[Source records]
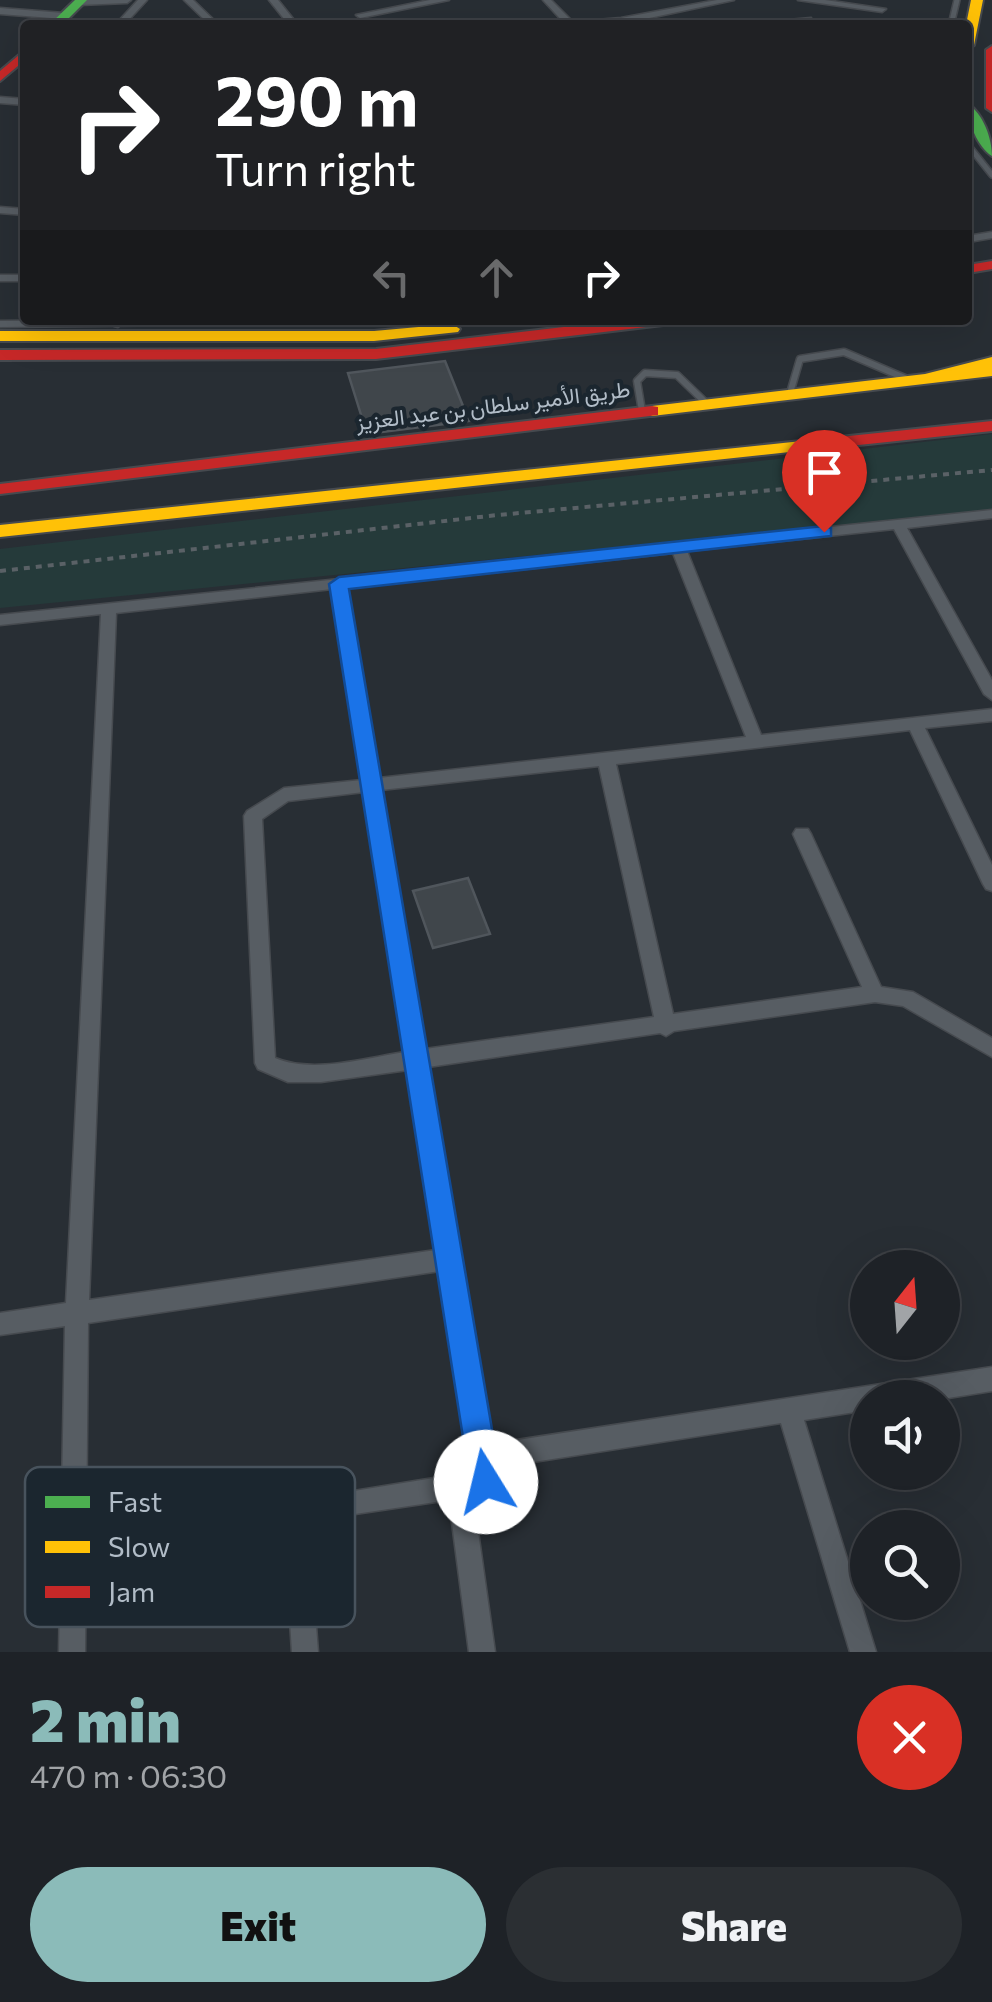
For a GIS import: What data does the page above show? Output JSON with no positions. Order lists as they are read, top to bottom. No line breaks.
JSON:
{"streets":{"main road":["طريق الأمير سلطان بن عبد العزيز"]},"legend":["Fast","Slow","Jam"],"north":"top","page":{"turn":["290 m","Turn right"],"heading":["2 min","470 m · 06:30"],"buttons":["Exit","Share"]}}
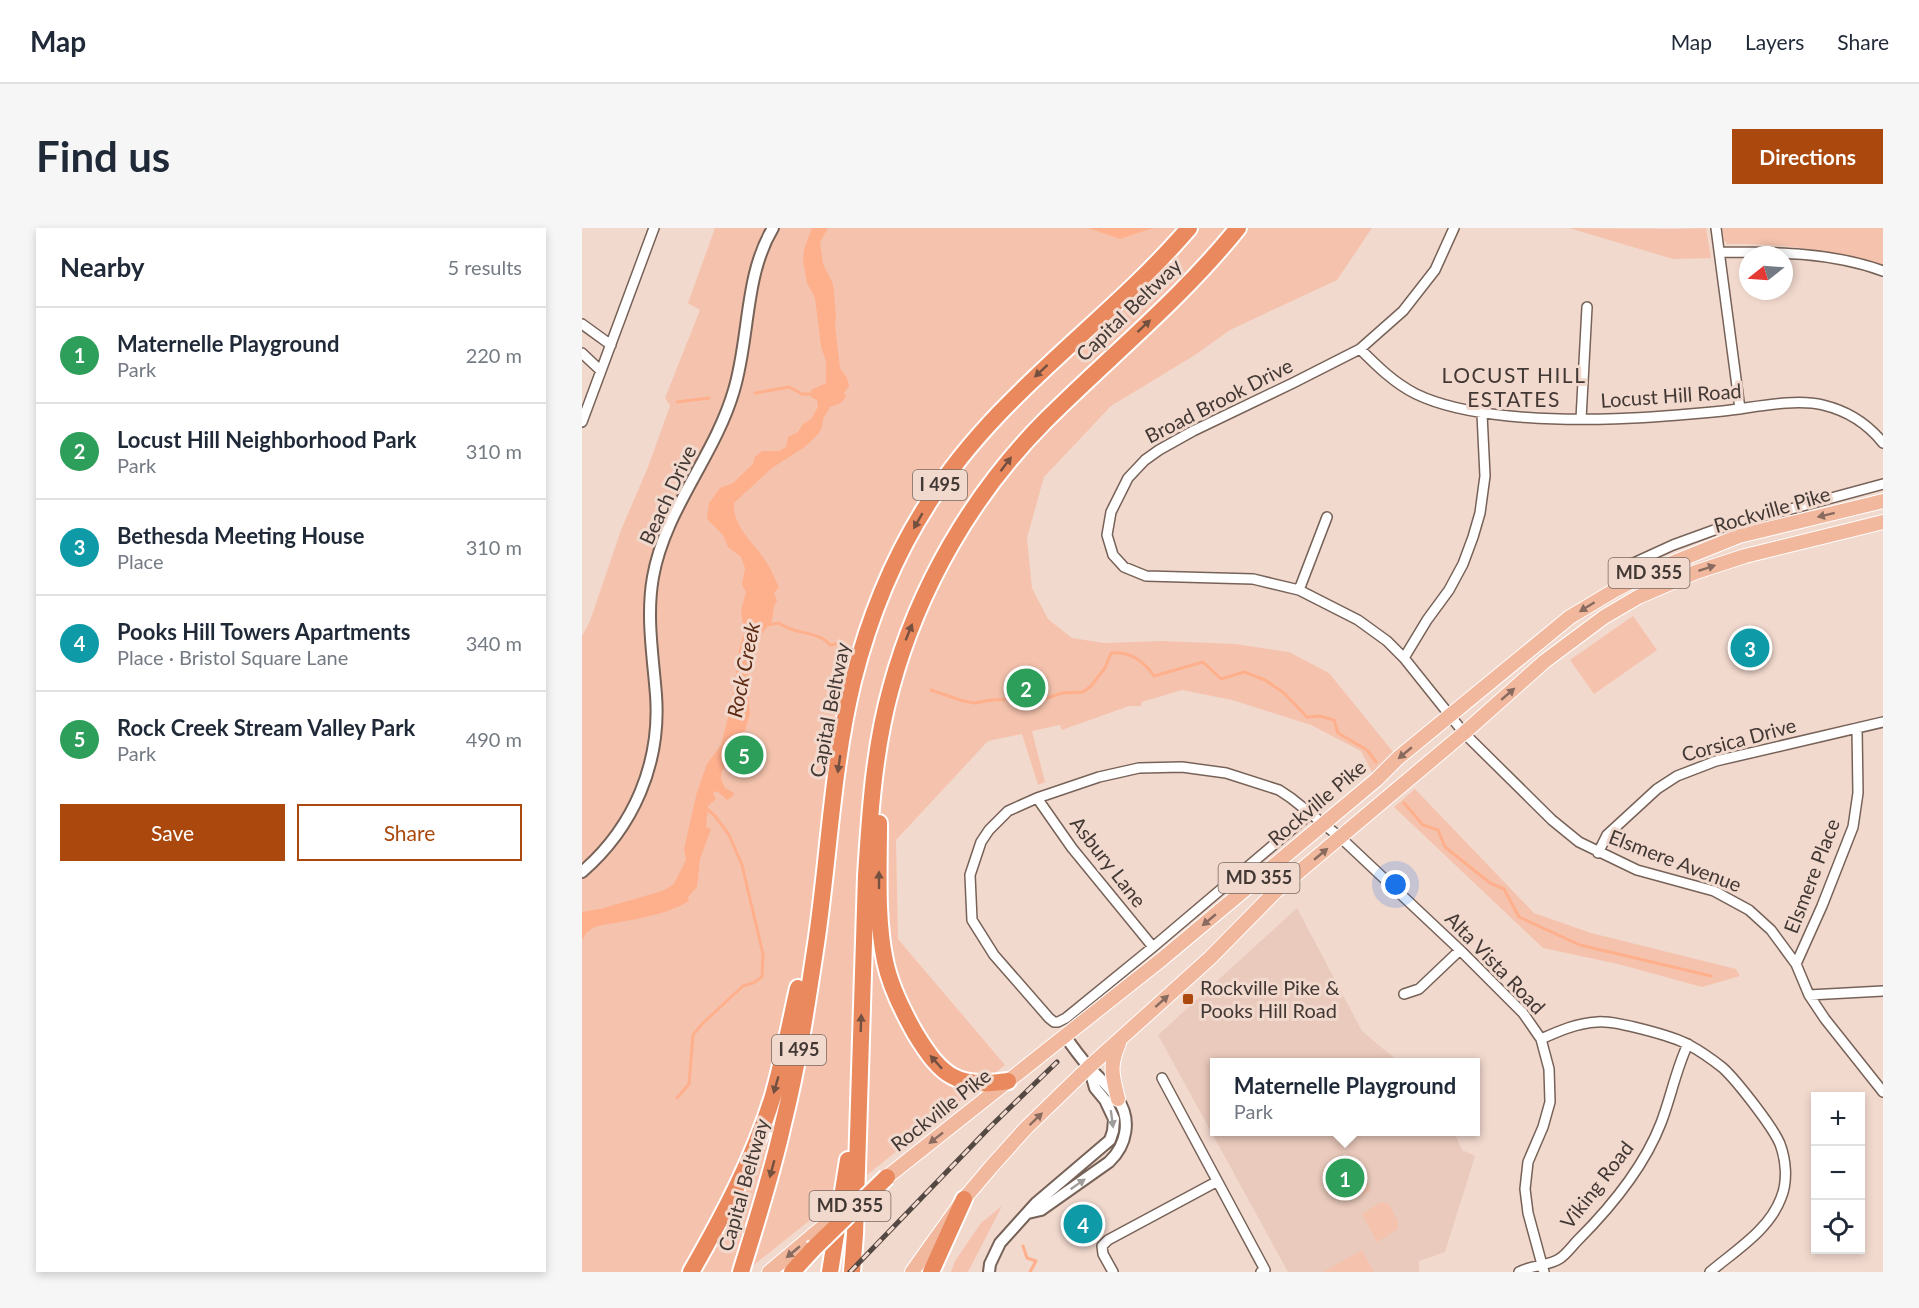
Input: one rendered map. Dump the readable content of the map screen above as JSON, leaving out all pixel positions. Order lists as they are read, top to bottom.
{
  "streets": {
    "highway": ["Capital Beltway", "I 495"],
    "main road": ["Rockville Pike", "MD 355"],
    "street": [
      "Locust Hill Road",
      "Broad Brook Drive",
      "Beach Drive",
      "Corsica Drive",
      "Elsmere Avenue",
      "Asbury Lane",
      "Elsmere Place",
      "Alta Vista Road",
      "Viking Road"
    ]
  },
  "crossings": [
    ["Locust Hill Road", "Broad Brook Drive"],
    ["Broad Brook Drive", "Elsmere Avenue"],
    ["Rockville Pike", "Elsmere Avenue"],
    ["Rockville Pike", "Asbury Lane"],
    ["Rockville Pike", "Alta Vista Road"],
    ["Corsica Drive", "Elsmere Avenue"],
    ["Corsica Drive", "Elsmere Place"],
    ["Elsmere Avenue", "Elsmere Place"],
    ["Asbury Lane", "Alta Vista Road"],
    ["Alta Vista Road", "Viking Road"]
  ],
  "districts": ["LOCUST HILL ESTATES"],
  "water": ["Rock Creek"],
  "places": {
    "transit": ["Rockville Pike & Pooks Hill Road"]
  },
  "north": "left",
  "page": {
    "header": "Map",
    "nav": ["Map", "Layers", "Share"],
    "buttons": [
      "Directions",
      ["Save", "Share"]
    ],
    "title": "Find us",
    "heading": ["Nearby", "5 results"],
    "list": [
      {
        "mark": "1",
        "name": "Maternelle Playground",
        "note": "Park",
        "value": "220 m"
      },
      {
        "mark": "2",
        "name": "Locust Hill Neighborhood Park",
        "note": "Park",
        "value": "310 m"
      },
      {
        "mark": "3",
        "name": "Bethesda Meeting House",
        "note": "Place",
        "value": "310 m"
      },
      {
        "mark": "4",
        "name": "Pooks Hill Towers Apartments",
        "note": "Place · Bristol Square Lane",
        "value": "340 m"
      },
      {
        "mark": "5",
        "name": "Rock Creek Stream Valley Park",
        "note": "Park",
        "value": "490 m"
      }
    ],
    "pins": [
      "3",
      "2",
      "5",
      "1",
      "4"
    ],
    "popup": ["Maternelle Playground", "Park"],
    "map_buttons": ["+", "−"]
  }
}
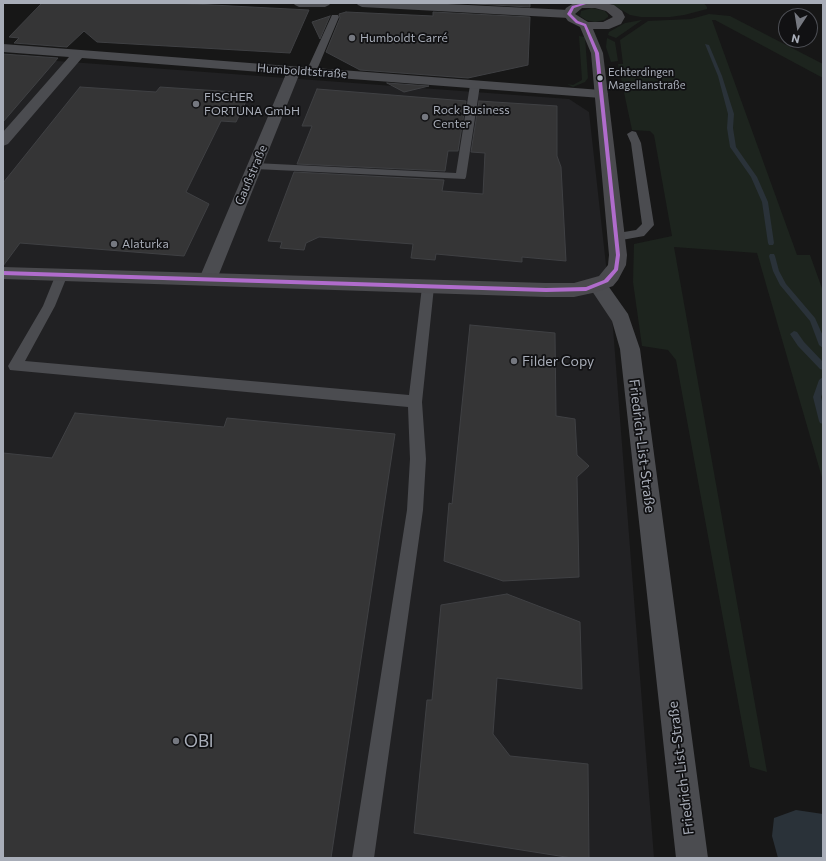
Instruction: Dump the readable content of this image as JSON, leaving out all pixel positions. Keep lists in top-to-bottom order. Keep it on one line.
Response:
{"streets":{"street":["Humboldtstraße","Gaußstraße","Friedrich-List-Straße"]},"crossings":[["Humboldtstraße","Gaußstraße"]],"places":["Humboldt Carré","Echterdingen Magellanstraße","FISCHER FORTUNA GmbH","Rock Business Center","Alaturka","Filder Copy","OBI"],"north":"bottom"}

**DIRECTIONS FOR THIS TASK**.
Copy every record exactly, leaving the pictures out.

**ANSWER SECTION**.
For a GIS import: What data does the page above show? Output JSON with no positions. Order lists as they are read, top to bottom. No line breaks.
JSON:
{"streets":{"main road":["طريق الأمير سلطان بن عبد العزيز"]},"legend":["Fast","Slow","Jam"],"north":"top","page":{"turn":["290 m","Turn right"],"heading":["2 min","470 m · 06:30"],"buttons":["Exit","Share"]}}
Input: one rendered map. Dump the readable content of the map screen above as JSON, leaving out all pixel positions. Order lists as they are read, top to bottom.
{
  "streets": {
    "highway": ["Capital Beltway", "I 495"],
    "main road": ["Rockville Pike", "MD 355"],
    "street": [
      "Locust Hill Road",
      "Broad Brook Drive",
      "Beach Drive",
      "Corsica Drive",
      "Elsmere Avenue",
      "Asbury Lane",
      "Elsmere Place",
      "Alta Vista Road",
      "Viking Road"
    ]
  },
  "crossings": [
    ["Locust Hill Road", "Broad Brook Drive"],
    ["Broad Brook Drive", "Elsmere Avenue"],
    ["Rockville Pike", "Elsmere Avenue"],
    ["Rockville Pike", "Asbury Lane"],
    ["Rockville Pike", "Alta Vista Road"],
    ["Corsica Drive", "Elsmere Avenue"],
    ["Corsica Drive", "Elsmere Place"],
    ["Elsmere Avenue", "Elsmere Place"],
    ["Asbury Lane", "Alta Vista Road"],
    ["Alta Vista Road", "Viking Road"]
  ],
  "districts": ["LOCUST HILL ESTATES"],
  "water": ["Rock Creek"],
  "places": {
    "transit": ["Rockville Pike & Pooks Hill Road"]
  },
  "north": "left",
  "page": {
    "header": "Map",
    "nav": ["Map", "Layers", "Share"],
    "buttons": [
      "Directions",
      ["Save", "Share"]
    ],
    "title": "Find us",
    "heading": ["Nearby", "5 results"],
    "list": [
      {
        "mark": "1",
        "name": "Maternelle Playground",
        "note": "Park",
        "value": "220 m"
      },
      {
        "mark": "2",
        "name": "Locust Hill Neighborhood Park",
        "note": "Park",
        "value": "310 m"
      },
      {
        "mark": "3",
        "name": "Bethesda Meeting House",
        "note": "Place",
        "value": "310 m"
      },
      {
        "mark": "4",
        "name": "Pooks Hill Towers Apartments",
        "note": "Place · Bristol Square Lane",
        "value": "340 m"
      },
      {
        "mark": "5",
        "name": "Rock Creek Stream Valley Park",
        "note": "Park",
        "value": "490 m"
      }
    ],
    "pins": [
      "3",
      "2",
      "5",
      "1",
      "4"
    ],
    "popup": ["Maternelle Playground", "Park"],
    "map_buttons": ["+", "−"]
  }
}
Instruction: Dump the readable content of this image as JSON, leaving out all pixel positions. Keep lists in top-to-bottom order. Keep it on one line.
Response:
{"streets":{"street":["Humboldtstraße","Gaußstraße","Friedrich-List-Straße"]},"crossings":[["Humboldtstraße","Gaußstraße"]],"places":["Humboldt Carré","Echterdingen Magellanstraße","FISCHER FORTUNA GmbH","Rock Business Center","Alaturka","Filder Copy","OBI"],"north":"bottom"}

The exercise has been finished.